ああ、俺だってできるのなら…彼を、欲望のままに貪り尽くしたい。


「ふっ……ぅん…ん」
彼の唇を再び塞ぎ、彼がくれたものとは違うもっと深いキスをする。
好きだ、好きだ。
ああ、好きだ……俺は彼の事を、好きだ。
クチュリと、彼の口の中を犯していた舌を抜けば、彼と繋がる銀色の糸。


彼を抱きかかえて、自分の部屋へと向かう。
優しくベッドへ横たえさせると、彼は潤んだ瞳で俺を見上げる。
煽られているような気がして、彼の上に覆いかぶさる。
彼の浴衣の合わせ目を開き、その体を撫で上げて行けば、ビクンと大きく手の中で震える体。

「ふぁ……ん」
可愛らしい声を上げて身を捩る彼に、気を良くし。どんどんと、その動きを大胆な動きで追い詰める。
脇腹を撫で、胸元へと移動した手はその頂点にある、赤い果実を摘まみあげた。
「ひっ!んぁあ……」
ビクンビクンと彼の体が震える、感じてしまう彼の体に悦びを感じて、少し虐めたい気持ちが浮かんでそこをグリグリと執拗に捏ねまわす。
「レオン、俺…女の子じゃないよぉ」
「でも気持ちイイんだろ?」
そう尋ねれば、彼は顔を赤くして俺の真偽を問う視線から逃れようと横を向く。
もっと他の場所も触りたい。そう思って、彼のスラリと伸びた足を撫でて、内股へと手を差し入れた時。ふと、そこに感じる違和感。

「フリオニール、下着…どうしたんだ?」
「下着?……浴衣の時は着ないって、シャドウが言ってたよ」
違うの?と彼が首を傾ける彼に、俺は溜息しか出ない。


シャドウ……アイツ、何を狙ってたんだ?
いや、そんな事を真に受けてしまう程に、人を疑わないフリオニールにも問題があるのか。

……だが、俺も二人の事を言えたものではない。


腰を締めていた帯を解き、床へと落とす。
ほとんど肌蹴ていた彼の浴衣は、それによって、体の中心全てを曝け出す事になる。
見れば、彼の雄は既に熱を帯びていて。俺に触れて欲しそうに首をもたげている。
ゴクリと生唾を飲み込み、相手の欲へ手を伸ばして触れる。


「ん、ぁあっ!」
ビクリと体が震えて、甲高い悲鳴にも似た彼の声。
痛かったのか?と手を離すと、彼は俺を見上げてイヤイヤと首を振る。
「レオンハルト、お願いだ……もっと、もっと…触って」
彼の願いの通り、再びその熱へと触れれば、良かったのか快楽にフルリと身を震わせるフリオニール。
ゆるゆると手を上下に動かせば、彼の口から我慢できないのか、甘い声が上がる。

「気持ちいいのか?フリオニール」
「はっ!ぁあ……いいの、気持ちイイよぉ…レオンハルト」
俺の手の中で、ドクドクと彼の雄が脈打つ。
すっかり固くなったソレは、先端から透明な蜜をタラタラと垂れ流し、もう既にはち切れそうで…。
もっともっと刺激を与えればきっと、彼を快楽に溺れさせる事ができるだろう。
先端を指の腹でこね、幹を擦り上げていたのだが。もう一つ、新しい刺激を与えたくなってきた。
そっと彼の雄に口を近付け、その先端を少し舐め上げる。

「ひっ!やぁああん!!」
ビクンと、たったそれだけの刺激で大きく震える彼の雄。
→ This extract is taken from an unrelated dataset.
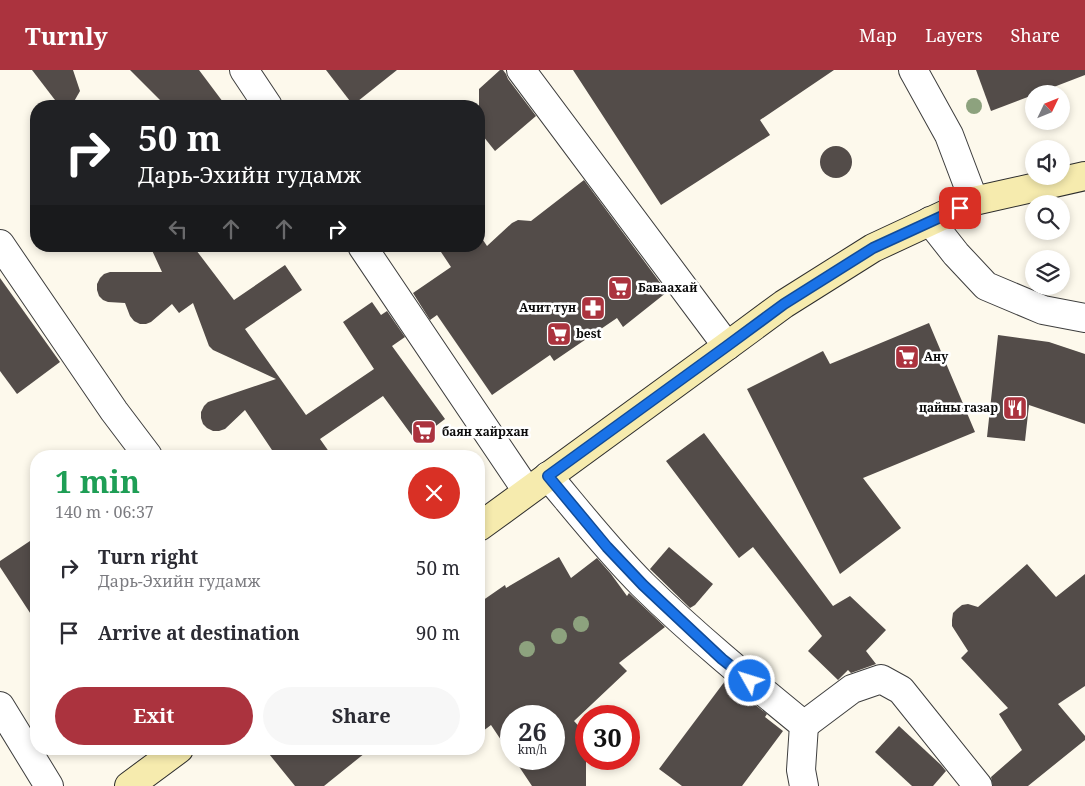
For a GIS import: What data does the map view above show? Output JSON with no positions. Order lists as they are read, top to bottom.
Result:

流れ出る声も、酷く熱を帯びていて…色っぽい。
成程、コレがいいのか。
彼の雄の強い香りを感じつつ、それを口の中へと含んで咥内で愛撫してやる。

「ひゃぁん…ぁあっあ……ダメ、レオンハルト、ソレ駄目だぁっ!気持ち…気持ちよ過ぎてぇ……」
駄目だ、と彼は言うものの…そう言う言動とは裏腹に、彼のモノは俺の口の中で嬉しそうに震える。
響く声にも一層の甘さが帯びている。
思いきって、先端を吸い上げてやると呆気なく彼は性を吐き出した。
初めて飲む精液というのは、思っていた以上に苦い味がしたが…しかし、彼のモノであるというだけで、汚らわしくは感じない。
喉を鳴らして飲みほした俺を見て、フリオニールは涙目で何度も何度も謝る。
「レオンハルト、ごめんなさい……俺、俺…我慢できなくて」
「いいんだ…気持ちヨカッたか?」
そう尋ねれば、頬を赤くして頷く。
彼は、俺で感じてくれる…俺の行為で快楽の頂点に昇り詰める事ができる。
その事実が、俺を何よりも悦ばせる。


だが、それだけで満足できる訳がない。
俺だって、大人の男としての欲望を持ち合わせているのだ。


彼の足をぐっと左右に割り開き、その体の内側を曝け出させる。
その奥に息づく、彼の内部へと誘う蕾を見つけ、その入り口をぐるりとなぞる。
「ふっ……んん」
ビクンと強張る彼の体。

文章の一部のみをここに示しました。